The tribunal heard other employees were present when the incident took place but Marshall took no steps to identify who was present and accepted the position of the canteen assistants without further enquiry.
Marshall appointed team leader Mr Stewart – whom the tribunal said was experienced in conducting disciplinaries – to deal with the hearing. The tribunal heard she told Stewart that she thought Smith was “capable of acting in the way the allegations suggested” as she had previous experience of his “outbursts”.
Smith was invited to a disciplinary meeting on 7 October for “acting violently” and “fighting or physical assault, using rude and abusive language and behaving immorally”. Throughout the meeting, Smith maintained he had not acted violently or aggressively towards the canteen assistant. Smith said he was “forcefully” being made to accept something that he did not do.

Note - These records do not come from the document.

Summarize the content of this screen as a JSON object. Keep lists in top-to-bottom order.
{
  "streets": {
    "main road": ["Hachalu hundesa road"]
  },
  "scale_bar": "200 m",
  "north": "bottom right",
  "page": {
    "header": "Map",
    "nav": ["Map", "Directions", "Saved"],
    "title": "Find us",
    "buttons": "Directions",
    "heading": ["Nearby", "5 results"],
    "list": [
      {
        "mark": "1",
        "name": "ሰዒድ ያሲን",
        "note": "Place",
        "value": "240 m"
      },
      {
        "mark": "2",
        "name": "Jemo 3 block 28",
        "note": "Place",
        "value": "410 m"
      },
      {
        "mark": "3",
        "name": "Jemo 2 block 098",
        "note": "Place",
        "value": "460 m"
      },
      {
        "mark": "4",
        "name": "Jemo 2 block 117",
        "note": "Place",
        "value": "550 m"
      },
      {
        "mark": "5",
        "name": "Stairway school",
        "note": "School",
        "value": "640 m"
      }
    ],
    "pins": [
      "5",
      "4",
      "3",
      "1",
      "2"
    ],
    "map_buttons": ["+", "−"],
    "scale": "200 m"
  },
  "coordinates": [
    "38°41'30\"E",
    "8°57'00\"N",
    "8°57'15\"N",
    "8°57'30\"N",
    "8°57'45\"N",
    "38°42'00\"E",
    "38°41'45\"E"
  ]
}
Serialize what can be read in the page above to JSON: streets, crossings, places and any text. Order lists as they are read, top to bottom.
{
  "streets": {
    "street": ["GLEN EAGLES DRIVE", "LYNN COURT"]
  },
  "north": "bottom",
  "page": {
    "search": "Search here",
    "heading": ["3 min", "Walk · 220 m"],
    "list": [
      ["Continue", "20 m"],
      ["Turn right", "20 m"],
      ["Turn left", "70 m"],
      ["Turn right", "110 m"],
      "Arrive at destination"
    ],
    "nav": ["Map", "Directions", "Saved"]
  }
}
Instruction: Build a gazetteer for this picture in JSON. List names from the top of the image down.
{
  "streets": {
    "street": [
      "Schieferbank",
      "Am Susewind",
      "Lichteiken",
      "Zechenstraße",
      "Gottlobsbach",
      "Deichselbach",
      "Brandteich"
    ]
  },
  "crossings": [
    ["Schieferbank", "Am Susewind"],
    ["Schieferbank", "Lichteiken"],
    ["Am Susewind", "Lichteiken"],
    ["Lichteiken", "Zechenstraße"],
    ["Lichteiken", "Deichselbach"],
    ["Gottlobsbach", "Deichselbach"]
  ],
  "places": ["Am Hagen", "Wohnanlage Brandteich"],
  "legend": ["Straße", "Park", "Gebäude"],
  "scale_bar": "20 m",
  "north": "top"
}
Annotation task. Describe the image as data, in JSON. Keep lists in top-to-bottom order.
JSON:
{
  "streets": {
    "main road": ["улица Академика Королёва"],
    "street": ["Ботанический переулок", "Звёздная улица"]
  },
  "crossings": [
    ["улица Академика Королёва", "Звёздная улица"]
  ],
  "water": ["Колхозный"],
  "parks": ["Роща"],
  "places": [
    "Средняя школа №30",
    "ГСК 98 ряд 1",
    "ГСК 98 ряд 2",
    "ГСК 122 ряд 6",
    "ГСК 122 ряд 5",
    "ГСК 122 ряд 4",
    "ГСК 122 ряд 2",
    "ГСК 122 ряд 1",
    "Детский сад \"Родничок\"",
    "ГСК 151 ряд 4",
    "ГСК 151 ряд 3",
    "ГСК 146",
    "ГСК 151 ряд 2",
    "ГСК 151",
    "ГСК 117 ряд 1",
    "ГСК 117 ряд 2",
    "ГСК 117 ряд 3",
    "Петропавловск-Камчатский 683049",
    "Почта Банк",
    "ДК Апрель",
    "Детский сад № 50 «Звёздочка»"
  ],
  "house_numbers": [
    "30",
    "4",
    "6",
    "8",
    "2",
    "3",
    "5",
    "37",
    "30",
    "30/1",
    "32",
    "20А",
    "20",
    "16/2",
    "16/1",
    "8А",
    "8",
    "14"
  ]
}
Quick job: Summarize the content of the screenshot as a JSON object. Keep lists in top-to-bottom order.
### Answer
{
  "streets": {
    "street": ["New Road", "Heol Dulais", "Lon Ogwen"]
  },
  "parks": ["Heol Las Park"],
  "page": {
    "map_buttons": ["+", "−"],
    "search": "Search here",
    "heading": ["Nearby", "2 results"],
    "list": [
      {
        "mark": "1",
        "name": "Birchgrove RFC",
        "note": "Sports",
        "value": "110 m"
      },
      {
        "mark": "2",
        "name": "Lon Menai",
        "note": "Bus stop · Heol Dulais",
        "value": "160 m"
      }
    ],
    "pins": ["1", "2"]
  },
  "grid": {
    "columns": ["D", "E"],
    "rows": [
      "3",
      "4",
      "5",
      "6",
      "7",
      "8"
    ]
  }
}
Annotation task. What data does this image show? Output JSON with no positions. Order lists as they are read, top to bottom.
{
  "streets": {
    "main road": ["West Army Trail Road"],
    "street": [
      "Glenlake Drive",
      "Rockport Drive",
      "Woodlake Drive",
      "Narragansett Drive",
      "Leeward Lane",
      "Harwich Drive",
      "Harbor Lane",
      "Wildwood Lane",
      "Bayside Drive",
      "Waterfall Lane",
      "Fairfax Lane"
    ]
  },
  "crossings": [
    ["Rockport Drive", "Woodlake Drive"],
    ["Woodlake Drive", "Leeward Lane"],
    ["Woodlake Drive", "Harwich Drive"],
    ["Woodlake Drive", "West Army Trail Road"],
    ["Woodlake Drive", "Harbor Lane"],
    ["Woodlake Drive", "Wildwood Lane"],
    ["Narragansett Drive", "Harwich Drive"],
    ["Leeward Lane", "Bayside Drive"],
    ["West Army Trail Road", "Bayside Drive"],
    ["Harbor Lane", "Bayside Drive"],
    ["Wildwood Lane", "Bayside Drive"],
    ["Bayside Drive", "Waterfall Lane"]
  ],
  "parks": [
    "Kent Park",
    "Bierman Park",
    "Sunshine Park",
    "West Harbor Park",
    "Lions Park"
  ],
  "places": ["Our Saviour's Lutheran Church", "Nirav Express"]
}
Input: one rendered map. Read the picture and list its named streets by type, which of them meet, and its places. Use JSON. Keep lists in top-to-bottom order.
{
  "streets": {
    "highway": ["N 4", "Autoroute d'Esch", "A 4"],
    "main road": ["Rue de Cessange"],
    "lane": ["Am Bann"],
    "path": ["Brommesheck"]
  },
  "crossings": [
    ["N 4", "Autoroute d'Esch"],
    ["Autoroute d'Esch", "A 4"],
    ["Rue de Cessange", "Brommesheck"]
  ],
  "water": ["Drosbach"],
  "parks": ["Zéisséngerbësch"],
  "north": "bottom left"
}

Stewart made the decision to dismiss Smith for gross misconduct. While Smith had already prepared his appeal letter ahead of the meeting, the dismissal letter recognised his desire to appeal but did not acknowledge his grievance.
An appeal meeting was set for 18 October but Smith did not attend as he had not been well throughout the process, was “scared to attend the office” for fear he would be “accused of doing something wrong” and that his grievance had been ignored. Smith’s appeal was not upheld.
The tribunal also noted that in April 2021, one of the canteen assistants who suggested Smith had sworn asked for her statement not to be used, saying the issue had been “blown out of proportion”.
The tribunal said that, based on the balance of probability, Smith “did not shout or raise his voice unreasonably” and was not aggressive, but was obviously upset at how he had been treated while in the throes of a 12-hour shift.
Employment Judge Hoey said that the investigation into Smith fell out of the “range of responses open to a reasonable employer” because it placed “significant weight” on the evidence given of Smith’s demeanour and their belief he had been angry. Hoey added that the sarcastic remark about a Happy Meal was not by itself abusive.
All of Smith’s claims were upheld – Smith was awarded more than £6,000 for unfair dismissal, loss of statutory rights, wrongful dismissal, an unreasonable failure to follow the Acas Code of Practice and a further compensatory award.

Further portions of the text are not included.